(DATASET RECORDS Opens)

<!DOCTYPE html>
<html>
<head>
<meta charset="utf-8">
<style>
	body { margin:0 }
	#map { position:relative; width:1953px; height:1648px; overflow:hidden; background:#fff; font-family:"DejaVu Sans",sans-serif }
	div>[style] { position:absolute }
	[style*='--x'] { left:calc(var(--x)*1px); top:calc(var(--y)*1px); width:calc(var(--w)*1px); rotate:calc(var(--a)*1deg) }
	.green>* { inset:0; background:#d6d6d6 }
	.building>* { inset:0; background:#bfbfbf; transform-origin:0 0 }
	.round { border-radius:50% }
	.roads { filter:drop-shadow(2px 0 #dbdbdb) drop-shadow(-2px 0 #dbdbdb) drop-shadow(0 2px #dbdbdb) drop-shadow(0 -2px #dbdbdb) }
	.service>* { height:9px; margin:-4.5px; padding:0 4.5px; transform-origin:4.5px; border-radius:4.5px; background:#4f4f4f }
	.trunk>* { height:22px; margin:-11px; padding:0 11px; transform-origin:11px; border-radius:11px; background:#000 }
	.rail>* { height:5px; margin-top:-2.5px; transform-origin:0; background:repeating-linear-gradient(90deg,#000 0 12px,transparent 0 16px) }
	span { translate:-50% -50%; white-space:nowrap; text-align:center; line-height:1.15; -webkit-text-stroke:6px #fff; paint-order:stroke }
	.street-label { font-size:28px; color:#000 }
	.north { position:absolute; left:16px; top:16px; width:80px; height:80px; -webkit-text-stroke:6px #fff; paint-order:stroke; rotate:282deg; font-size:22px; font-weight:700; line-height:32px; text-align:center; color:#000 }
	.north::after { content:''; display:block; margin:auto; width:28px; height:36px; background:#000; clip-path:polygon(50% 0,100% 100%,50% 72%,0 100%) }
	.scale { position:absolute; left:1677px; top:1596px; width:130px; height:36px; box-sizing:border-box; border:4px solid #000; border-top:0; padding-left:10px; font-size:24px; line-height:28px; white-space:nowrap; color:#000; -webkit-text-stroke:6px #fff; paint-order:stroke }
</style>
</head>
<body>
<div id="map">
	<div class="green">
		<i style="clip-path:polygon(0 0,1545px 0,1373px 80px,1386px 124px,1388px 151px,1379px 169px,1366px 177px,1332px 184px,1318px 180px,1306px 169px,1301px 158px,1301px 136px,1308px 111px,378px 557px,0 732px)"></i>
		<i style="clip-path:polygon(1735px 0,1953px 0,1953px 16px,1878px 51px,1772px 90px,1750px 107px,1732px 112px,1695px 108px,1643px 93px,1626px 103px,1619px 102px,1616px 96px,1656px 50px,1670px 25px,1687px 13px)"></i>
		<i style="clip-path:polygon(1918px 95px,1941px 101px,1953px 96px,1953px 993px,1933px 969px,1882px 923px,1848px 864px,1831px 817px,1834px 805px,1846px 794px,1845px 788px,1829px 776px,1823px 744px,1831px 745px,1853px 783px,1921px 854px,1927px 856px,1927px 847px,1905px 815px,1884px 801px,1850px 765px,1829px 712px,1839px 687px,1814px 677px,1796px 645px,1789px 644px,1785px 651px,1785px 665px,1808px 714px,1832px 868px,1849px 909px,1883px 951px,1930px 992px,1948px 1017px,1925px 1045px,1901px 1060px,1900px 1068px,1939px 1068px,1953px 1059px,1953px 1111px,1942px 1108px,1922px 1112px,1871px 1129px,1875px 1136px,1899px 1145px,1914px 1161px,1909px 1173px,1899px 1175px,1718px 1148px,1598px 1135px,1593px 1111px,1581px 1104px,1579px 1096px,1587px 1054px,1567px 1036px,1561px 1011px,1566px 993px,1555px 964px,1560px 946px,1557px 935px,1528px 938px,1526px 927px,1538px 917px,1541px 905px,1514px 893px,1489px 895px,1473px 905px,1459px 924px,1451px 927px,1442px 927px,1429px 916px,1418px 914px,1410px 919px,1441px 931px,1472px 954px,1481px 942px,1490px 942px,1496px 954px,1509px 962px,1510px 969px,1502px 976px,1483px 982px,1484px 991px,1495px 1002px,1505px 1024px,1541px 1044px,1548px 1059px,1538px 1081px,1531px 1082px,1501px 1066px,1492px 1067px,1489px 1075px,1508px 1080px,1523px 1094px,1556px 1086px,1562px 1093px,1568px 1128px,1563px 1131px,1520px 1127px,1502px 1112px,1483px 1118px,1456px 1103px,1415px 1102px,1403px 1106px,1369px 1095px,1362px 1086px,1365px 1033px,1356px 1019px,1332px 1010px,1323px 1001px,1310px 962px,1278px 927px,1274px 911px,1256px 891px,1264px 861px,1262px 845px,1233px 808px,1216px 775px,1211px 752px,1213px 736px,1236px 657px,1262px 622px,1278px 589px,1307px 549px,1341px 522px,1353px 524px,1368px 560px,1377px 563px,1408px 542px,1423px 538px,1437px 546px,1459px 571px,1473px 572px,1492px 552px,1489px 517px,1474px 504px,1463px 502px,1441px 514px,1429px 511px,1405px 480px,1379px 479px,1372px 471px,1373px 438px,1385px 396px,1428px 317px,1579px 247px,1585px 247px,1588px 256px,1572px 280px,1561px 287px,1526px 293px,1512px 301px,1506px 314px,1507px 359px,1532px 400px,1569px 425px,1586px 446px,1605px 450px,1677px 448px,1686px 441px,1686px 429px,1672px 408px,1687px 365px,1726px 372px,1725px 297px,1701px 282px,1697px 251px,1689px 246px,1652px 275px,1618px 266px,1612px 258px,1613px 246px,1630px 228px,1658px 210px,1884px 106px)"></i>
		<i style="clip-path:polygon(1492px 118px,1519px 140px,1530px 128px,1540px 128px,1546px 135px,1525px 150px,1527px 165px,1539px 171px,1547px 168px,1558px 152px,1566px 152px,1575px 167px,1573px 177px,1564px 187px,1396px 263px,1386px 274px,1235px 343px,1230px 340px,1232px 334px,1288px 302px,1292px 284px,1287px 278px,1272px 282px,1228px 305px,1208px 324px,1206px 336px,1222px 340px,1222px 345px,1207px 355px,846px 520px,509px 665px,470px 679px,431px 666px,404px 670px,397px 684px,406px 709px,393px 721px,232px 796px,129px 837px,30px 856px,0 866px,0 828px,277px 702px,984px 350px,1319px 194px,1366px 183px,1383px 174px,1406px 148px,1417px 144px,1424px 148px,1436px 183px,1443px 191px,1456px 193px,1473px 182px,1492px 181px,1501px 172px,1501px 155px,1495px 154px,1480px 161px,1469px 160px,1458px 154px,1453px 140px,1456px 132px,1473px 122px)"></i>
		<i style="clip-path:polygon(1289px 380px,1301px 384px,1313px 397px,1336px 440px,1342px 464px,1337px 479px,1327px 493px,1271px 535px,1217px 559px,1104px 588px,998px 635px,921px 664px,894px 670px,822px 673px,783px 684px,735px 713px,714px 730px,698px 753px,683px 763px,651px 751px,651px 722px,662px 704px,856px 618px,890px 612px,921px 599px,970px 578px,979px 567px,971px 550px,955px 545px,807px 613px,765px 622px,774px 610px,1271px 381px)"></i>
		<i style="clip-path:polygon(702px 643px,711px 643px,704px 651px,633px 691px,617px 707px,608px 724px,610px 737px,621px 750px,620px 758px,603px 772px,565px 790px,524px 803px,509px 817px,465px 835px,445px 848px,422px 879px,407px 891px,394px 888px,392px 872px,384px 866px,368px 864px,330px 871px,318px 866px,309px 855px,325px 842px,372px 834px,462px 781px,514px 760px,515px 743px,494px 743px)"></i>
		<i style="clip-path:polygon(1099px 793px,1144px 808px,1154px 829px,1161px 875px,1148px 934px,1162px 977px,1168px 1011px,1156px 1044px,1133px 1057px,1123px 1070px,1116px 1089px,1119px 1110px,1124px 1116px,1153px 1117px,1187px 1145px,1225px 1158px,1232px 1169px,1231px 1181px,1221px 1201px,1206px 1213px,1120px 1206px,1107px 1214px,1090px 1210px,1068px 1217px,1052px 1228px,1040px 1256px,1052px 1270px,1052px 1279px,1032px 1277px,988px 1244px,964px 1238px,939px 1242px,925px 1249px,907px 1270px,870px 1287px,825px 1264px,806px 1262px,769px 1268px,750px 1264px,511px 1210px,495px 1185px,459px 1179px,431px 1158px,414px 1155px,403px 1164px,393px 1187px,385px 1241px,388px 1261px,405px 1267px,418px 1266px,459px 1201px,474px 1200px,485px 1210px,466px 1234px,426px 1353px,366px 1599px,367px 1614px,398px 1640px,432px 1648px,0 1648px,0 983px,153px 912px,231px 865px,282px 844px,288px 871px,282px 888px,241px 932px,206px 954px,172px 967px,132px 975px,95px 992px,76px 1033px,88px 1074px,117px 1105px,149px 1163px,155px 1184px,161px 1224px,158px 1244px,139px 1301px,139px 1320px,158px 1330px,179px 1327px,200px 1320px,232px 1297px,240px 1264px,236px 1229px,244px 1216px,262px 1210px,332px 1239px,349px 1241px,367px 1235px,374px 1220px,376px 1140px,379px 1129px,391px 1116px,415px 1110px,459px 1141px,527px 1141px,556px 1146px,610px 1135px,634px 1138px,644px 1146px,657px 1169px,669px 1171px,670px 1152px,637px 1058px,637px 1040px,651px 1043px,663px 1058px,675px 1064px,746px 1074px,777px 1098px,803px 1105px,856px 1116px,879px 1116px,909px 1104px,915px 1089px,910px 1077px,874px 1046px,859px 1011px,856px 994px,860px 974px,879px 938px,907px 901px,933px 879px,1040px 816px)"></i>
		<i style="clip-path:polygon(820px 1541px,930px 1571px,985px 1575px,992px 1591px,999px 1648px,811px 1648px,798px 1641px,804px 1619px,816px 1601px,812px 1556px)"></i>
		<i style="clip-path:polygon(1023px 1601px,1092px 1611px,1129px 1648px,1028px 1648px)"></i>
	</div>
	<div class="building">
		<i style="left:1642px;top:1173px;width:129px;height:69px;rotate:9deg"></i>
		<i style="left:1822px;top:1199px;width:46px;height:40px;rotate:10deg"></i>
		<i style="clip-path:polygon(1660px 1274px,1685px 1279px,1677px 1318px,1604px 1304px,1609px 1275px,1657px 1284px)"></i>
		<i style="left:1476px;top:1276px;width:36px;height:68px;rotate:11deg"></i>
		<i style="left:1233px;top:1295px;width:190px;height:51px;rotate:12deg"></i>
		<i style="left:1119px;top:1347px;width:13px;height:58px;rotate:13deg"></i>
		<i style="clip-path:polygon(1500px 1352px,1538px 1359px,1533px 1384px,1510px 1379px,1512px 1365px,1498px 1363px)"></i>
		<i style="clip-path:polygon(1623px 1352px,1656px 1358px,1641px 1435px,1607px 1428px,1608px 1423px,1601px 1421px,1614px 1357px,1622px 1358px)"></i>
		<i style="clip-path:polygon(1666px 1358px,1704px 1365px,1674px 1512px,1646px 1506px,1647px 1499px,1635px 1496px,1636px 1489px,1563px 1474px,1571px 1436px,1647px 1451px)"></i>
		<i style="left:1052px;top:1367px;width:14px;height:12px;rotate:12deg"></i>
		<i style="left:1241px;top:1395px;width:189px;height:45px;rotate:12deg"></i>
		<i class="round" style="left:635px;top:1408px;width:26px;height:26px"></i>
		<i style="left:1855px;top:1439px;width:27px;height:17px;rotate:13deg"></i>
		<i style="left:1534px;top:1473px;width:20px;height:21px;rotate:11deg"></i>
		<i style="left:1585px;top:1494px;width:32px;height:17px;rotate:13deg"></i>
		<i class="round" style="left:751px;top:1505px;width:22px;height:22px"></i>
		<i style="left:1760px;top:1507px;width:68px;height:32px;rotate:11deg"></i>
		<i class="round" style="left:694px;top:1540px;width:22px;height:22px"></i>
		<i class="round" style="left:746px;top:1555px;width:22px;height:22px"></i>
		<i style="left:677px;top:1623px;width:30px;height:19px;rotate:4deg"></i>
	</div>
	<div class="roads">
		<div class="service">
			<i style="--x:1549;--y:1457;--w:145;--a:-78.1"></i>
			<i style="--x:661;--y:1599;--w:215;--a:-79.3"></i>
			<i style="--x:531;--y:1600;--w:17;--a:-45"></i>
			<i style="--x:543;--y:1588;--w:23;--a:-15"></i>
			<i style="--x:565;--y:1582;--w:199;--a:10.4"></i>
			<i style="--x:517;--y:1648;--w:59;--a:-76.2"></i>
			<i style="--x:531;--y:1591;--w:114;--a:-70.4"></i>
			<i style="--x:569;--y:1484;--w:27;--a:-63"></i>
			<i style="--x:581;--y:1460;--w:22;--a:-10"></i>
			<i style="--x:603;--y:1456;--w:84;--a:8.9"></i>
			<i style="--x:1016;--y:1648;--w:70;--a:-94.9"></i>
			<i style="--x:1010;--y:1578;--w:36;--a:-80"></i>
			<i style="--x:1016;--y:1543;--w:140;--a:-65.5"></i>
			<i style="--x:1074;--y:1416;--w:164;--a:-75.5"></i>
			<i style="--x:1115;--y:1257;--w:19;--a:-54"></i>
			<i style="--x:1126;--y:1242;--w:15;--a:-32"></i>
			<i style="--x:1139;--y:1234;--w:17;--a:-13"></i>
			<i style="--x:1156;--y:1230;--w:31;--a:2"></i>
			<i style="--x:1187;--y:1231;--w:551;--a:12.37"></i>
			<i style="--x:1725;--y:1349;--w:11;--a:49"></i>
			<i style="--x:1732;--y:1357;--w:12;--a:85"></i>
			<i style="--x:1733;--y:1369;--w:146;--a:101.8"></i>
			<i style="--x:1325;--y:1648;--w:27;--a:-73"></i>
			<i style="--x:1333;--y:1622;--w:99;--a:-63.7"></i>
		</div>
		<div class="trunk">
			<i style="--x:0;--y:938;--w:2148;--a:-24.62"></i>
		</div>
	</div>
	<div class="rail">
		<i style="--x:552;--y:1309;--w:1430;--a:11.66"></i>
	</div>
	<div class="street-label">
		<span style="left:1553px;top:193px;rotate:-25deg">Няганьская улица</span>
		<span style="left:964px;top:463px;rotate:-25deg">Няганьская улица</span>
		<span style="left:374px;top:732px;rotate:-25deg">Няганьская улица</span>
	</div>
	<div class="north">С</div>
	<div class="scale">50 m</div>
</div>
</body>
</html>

(DATASET RECORDS Closes)

ASSIGNMENT: For the word "service", say how many lines of the records above contain it. Reply with the number alone.

RESULT BELOW: 2